[Record set Boundary: Start]
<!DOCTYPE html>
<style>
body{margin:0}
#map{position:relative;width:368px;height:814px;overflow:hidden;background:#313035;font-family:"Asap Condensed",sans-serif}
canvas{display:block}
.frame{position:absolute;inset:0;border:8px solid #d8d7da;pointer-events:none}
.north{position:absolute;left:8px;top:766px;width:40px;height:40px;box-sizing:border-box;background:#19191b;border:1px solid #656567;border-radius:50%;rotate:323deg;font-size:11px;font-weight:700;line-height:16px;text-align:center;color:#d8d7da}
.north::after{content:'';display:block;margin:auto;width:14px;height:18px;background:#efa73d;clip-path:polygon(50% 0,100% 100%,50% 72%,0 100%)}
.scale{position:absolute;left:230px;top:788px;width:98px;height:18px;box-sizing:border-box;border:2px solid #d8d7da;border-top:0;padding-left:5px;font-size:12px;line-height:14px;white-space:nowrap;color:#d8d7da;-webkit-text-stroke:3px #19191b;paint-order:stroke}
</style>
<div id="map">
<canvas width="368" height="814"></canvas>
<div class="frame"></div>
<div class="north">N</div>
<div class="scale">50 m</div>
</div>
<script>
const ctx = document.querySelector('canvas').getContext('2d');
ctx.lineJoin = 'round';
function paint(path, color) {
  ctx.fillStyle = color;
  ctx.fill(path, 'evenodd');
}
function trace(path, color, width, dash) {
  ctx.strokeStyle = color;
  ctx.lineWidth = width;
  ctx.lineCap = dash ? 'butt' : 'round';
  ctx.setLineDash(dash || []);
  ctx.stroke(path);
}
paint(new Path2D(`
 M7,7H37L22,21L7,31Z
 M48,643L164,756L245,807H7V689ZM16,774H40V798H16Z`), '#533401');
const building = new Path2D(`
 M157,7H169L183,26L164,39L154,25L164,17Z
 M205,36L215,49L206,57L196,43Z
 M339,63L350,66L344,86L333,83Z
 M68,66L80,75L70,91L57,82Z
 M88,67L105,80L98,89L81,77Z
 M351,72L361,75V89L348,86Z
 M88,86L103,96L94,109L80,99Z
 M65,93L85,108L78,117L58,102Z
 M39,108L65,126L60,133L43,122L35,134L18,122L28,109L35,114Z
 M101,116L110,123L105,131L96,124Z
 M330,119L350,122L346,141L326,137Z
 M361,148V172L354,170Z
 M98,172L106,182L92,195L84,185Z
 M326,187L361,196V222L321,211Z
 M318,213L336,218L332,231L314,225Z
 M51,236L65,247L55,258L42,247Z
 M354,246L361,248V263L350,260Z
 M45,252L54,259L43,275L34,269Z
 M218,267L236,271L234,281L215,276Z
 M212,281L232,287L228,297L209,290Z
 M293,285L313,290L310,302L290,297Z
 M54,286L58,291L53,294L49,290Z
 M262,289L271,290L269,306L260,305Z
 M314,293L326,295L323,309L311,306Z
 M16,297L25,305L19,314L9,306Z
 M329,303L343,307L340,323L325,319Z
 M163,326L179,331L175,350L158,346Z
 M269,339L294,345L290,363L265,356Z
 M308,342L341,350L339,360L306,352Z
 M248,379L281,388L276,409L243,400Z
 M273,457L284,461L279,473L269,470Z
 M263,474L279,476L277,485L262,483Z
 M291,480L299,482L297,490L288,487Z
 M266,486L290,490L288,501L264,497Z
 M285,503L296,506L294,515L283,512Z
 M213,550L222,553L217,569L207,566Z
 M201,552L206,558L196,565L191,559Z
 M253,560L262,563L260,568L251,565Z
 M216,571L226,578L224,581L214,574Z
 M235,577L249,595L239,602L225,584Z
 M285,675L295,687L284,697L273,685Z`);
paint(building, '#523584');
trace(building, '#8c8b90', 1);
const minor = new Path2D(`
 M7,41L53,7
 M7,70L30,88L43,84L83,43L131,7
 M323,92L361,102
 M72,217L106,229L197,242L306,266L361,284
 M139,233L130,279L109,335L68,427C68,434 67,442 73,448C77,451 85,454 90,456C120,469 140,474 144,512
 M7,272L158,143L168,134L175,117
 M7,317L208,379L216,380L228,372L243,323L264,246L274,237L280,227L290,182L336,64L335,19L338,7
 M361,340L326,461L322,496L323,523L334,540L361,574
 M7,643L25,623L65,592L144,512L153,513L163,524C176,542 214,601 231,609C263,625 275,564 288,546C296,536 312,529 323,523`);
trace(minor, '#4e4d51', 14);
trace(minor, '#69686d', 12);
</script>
[Record set Boundary: End]
## The problem
Among the lines above, list those that contain the word "canvas".

## Response area
canvas{display:block}
<canvas width="368" height="814"></canvas>
const ctx = document.querySelector('canvas').getContext('2d');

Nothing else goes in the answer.